The Heat will primarily use Mario Chalmers, Dwyane Wade, Ray Allen and Norris Cole as defenders, none of whom are particularly elite at this stage of their careers.

It’ll be interesting to see how coach Jim Boylan elects to employ his three best guards, but there’s a good chance the threesome could see plenty of time together on the court.


Worst Matchup

The Bucks are going to struggle with the impossible task of guarding LeBron James in this series.

In the four meetings during the regular season, LBJ lit up Milwaukee for an average of 27.5 points, 8.3 rebounds, 7.3 assists, 1.3 steals and 1.0 block. He shot 55.6 percent from the field and 33.3 percent from beyond the arc.

While he didn’t particularly explode during any of these matchups, he was near impossible to stop and created a myriad of opportunities for his teammates due to his great passing ability and mere presence.

King James is well on his way to winning his fourth NBA MVP award and has been tough for anyone to stop over the past two seasons, but really took it to another level this year.

The Bucks are going to have to keep Luc Mbah a Moute on the court at the expense of their offense and hopefully have Marquis Daniels healthy—the other elite perimeter defender on the roster—if they hope to even limit James in this series.


Key Player

Monta Ellis needs to come through in a big way for the Bucks to have a shot at winning even a single game.

The 6’3”, 185-pound guard is capable of single-handedly swinging the outcome of a game, especially if he starts feeling it from distance.

Ellis has only been a 28.7 percent three-point shooter during the regular season, but is capable of making them at a high clip when the situation calls for it—as his clutch stats indicate.

Within the last five minutes of a game in which the Bucks are ahead or behind five points or less, Ellis is a stout 11-of-26 from beyond the arc, a highly respectable 42.3 percent effectiveness.

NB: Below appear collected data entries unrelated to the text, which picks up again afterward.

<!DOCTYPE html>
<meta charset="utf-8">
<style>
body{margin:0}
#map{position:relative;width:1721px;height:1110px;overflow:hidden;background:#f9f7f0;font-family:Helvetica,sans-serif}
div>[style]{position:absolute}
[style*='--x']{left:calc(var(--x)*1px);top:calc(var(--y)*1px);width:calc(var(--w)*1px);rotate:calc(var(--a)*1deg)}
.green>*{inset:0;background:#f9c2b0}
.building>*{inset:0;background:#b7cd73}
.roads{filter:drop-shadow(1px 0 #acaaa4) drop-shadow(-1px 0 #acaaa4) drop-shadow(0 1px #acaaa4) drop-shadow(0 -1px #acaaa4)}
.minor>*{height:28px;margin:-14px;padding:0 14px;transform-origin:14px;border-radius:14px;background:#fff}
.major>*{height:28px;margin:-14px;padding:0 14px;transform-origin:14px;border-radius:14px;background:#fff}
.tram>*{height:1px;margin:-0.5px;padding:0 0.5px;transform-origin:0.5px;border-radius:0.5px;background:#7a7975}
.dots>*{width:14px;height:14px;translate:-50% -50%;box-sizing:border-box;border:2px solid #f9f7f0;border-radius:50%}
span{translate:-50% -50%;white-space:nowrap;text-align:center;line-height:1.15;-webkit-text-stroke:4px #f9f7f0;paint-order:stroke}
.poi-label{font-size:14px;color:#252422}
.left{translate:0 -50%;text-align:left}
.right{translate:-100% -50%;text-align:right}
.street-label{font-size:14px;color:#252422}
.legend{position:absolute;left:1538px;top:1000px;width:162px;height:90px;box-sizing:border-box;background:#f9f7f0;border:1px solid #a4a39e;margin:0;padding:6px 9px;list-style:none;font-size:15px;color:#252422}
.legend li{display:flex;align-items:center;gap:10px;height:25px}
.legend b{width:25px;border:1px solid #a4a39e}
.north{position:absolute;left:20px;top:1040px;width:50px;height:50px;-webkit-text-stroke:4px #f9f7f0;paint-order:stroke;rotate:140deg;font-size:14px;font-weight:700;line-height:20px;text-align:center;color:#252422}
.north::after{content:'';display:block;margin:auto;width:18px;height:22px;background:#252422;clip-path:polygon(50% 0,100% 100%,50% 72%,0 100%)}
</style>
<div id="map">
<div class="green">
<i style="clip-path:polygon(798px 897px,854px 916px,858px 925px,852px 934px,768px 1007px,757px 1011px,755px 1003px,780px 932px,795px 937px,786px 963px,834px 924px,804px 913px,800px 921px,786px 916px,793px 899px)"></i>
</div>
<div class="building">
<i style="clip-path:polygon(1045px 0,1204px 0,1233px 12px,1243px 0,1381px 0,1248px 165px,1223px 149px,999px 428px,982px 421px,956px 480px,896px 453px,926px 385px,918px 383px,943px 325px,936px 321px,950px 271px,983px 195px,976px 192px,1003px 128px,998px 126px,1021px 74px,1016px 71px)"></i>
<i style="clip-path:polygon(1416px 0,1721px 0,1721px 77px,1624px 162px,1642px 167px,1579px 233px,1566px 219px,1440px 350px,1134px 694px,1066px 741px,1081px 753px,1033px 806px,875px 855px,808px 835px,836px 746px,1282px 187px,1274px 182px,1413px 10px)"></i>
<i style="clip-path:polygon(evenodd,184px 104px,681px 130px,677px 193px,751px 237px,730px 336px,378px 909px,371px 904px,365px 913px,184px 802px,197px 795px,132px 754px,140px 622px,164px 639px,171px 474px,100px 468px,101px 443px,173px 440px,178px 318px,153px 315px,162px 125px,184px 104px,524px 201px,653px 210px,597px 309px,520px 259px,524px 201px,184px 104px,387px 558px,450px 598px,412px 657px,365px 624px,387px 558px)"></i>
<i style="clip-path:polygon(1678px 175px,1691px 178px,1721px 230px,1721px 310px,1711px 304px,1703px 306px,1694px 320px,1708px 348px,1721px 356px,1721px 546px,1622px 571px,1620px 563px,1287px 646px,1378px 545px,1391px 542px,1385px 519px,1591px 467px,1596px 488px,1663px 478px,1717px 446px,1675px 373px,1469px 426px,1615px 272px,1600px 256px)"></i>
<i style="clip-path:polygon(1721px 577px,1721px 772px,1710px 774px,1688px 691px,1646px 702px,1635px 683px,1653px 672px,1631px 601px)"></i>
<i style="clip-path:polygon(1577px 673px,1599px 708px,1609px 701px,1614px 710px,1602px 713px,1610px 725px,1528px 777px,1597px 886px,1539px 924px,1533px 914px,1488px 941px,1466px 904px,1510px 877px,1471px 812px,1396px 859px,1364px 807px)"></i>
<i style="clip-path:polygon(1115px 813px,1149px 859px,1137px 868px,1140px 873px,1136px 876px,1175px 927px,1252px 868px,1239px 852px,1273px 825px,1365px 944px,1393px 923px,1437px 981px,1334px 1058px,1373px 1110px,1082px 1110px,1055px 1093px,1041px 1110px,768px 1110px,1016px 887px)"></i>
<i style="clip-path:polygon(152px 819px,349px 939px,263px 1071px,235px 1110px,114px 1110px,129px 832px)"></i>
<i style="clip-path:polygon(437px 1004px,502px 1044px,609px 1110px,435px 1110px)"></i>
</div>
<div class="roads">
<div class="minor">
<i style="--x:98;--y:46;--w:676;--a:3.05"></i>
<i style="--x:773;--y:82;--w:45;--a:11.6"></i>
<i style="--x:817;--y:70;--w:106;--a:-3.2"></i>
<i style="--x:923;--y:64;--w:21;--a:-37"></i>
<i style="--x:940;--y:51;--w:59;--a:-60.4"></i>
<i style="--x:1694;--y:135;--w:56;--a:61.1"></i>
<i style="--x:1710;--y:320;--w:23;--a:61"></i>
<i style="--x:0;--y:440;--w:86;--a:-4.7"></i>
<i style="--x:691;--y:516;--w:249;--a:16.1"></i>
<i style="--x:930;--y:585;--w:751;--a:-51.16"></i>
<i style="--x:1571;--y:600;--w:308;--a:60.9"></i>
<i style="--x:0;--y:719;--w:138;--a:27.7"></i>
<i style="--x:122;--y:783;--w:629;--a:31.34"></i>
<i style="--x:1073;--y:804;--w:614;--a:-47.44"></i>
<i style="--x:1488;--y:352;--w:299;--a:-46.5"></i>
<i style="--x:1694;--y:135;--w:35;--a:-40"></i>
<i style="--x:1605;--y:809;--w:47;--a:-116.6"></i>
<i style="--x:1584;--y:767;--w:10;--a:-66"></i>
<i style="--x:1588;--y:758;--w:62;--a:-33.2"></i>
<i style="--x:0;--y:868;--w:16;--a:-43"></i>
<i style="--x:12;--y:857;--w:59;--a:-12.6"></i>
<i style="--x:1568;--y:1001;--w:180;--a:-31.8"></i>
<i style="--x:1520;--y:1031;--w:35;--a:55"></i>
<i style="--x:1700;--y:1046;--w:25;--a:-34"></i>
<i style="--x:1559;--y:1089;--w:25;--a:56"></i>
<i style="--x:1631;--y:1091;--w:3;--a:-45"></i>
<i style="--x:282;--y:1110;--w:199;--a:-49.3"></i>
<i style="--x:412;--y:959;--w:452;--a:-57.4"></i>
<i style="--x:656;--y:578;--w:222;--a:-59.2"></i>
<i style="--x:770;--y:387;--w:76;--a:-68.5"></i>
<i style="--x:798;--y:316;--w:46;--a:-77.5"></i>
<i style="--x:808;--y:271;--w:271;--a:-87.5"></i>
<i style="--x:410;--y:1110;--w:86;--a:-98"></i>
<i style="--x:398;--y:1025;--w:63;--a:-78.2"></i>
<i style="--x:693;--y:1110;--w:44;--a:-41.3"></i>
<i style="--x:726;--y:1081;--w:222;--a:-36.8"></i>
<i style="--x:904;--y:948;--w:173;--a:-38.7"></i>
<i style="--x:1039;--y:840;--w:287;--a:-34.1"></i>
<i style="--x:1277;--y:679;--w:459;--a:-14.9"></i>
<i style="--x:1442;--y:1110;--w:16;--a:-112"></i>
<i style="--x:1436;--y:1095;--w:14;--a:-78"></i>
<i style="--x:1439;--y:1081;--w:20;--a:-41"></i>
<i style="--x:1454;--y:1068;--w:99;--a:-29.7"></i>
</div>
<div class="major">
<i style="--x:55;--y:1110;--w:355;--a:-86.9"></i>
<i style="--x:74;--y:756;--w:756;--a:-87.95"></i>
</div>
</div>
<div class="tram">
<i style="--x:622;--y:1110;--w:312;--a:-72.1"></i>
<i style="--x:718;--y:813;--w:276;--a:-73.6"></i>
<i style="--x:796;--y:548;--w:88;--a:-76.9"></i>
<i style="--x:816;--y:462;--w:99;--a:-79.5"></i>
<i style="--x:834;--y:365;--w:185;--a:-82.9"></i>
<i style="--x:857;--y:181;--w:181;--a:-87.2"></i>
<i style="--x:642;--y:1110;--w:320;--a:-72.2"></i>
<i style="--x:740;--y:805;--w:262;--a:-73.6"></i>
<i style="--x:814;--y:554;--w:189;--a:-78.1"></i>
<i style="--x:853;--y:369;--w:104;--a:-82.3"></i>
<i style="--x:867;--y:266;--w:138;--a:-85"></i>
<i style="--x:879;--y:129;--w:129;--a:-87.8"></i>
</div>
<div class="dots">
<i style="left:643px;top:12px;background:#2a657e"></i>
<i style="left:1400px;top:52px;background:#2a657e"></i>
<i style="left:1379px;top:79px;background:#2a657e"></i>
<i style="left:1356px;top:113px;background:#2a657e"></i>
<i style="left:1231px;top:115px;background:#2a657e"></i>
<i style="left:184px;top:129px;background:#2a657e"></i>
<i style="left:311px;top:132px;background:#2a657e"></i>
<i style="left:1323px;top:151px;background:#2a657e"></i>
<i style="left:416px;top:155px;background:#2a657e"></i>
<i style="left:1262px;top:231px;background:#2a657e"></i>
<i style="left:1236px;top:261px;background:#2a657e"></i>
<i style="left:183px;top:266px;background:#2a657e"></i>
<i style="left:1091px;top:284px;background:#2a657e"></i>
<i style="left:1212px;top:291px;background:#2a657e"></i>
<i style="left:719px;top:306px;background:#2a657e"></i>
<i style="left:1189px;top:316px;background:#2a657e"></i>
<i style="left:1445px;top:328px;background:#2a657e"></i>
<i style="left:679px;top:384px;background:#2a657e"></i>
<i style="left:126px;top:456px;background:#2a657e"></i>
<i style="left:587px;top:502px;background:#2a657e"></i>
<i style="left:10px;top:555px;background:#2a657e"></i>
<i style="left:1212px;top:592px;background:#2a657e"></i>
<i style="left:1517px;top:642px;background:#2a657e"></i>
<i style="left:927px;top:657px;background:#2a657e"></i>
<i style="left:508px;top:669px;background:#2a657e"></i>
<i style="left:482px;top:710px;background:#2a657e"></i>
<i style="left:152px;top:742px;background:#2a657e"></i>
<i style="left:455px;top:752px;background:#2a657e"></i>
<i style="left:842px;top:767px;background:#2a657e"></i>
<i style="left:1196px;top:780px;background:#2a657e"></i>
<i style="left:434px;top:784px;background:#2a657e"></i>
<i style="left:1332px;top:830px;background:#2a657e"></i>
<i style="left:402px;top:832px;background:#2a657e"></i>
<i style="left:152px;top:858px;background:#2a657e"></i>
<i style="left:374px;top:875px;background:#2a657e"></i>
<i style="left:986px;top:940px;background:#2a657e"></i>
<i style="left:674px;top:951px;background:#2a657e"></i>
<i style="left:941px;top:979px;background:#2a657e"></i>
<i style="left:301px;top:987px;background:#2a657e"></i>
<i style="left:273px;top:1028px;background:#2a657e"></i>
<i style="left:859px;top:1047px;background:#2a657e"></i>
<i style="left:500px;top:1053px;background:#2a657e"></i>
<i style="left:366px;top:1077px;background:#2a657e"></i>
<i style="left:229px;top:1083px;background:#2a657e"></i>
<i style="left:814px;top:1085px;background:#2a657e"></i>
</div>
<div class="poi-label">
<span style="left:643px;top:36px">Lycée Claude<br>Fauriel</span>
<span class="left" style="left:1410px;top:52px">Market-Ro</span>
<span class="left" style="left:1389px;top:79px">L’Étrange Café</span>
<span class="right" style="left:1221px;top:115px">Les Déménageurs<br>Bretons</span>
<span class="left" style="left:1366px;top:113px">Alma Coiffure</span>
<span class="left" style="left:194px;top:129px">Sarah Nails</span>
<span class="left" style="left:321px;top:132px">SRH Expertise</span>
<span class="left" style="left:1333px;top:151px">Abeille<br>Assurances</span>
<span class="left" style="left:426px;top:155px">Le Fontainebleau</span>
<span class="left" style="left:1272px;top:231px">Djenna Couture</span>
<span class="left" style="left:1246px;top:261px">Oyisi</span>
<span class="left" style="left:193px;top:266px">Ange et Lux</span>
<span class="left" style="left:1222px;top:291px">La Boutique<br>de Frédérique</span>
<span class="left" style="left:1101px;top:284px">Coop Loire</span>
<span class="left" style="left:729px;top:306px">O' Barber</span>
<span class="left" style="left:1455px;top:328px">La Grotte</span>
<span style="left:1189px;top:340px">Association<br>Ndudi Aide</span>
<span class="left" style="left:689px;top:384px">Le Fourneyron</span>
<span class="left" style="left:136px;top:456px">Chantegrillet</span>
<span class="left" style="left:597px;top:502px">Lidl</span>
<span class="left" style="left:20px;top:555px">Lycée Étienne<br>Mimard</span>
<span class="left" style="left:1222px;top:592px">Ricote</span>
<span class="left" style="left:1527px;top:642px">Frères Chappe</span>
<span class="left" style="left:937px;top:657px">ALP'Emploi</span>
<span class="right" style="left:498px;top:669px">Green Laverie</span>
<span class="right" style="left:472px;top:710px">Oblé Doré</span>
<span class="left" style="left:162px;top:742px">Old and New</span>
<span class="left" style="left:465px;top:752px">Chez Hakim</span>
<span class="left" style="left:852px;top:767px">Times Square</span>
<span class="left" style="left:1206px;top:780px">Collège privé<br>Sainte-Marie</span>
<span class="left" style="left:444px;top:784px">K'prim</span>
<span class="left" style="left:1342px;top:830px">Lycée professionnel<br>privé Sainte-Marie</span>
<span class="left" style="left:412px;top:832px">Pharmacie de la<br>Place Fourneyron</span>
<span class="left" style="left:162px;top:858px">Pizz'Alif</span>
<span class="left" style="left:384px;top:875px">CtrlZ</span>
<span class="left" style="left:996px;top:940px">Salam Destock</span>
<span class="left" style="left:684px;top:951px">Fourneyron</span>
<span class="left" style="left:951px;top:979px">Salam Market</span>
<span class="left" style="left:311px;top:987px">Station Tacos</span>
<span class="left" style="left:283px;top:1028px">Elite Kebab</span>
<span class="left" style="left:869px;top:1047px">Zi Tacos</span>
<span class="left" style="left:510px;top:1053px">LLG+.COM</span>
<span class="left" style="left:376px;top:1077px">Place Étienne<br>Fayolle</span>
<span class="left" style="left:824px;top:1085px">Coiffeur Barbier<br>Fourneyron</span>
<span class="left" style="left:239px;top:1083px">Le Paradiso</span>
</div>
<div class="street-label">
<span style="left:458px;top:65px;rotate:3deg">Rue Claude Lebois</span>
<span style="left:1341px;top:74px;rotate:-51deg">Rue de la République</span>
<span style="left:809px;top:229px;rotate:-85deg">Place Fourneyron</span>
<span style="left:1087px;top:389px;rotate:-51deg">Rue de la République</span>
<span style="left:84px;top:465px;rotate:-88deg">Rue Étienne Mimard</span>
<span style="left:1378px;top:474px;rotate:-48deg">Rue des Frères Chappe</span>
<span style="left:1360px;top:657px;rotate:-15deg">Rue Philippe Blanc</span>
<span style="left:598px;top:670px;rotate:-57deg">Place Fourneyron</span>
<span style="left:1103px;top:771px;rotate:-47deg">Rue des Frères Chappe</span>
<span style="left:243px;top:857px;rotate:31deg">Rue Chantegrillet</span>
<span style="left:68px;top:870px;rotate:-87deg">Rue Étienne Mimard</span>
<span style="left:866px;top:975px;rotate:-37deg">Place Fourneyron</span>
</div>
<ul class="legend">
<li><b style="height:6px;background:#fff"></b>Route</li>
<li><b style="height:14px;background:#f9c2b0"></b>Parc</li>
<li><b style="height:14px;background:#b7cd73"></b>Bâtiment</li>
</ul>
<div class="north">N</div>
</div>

If he plays with that sort of urgency for the duration of a game, which is certainly possible considering the circumstances, the streaky eight-year veteran will be tough to stop.



Despite the Bucks' ability to score in bunches and play well at home, the Heat will sweep them in the opening round of the 2013 Eastern Conference playoffs.

This team is just too inexperienced and cooled off at the wrong time. 

LeBron James and the rest of the Heat are coming into this series with fresh legs and plenty of motivation to repeat as champs. They have been far and away the best club in the league since approximately the All-Star break and don’t look to be slowing down anytime soon.

While the Bucks could keep things close for a game or two, they ultimately fall in four.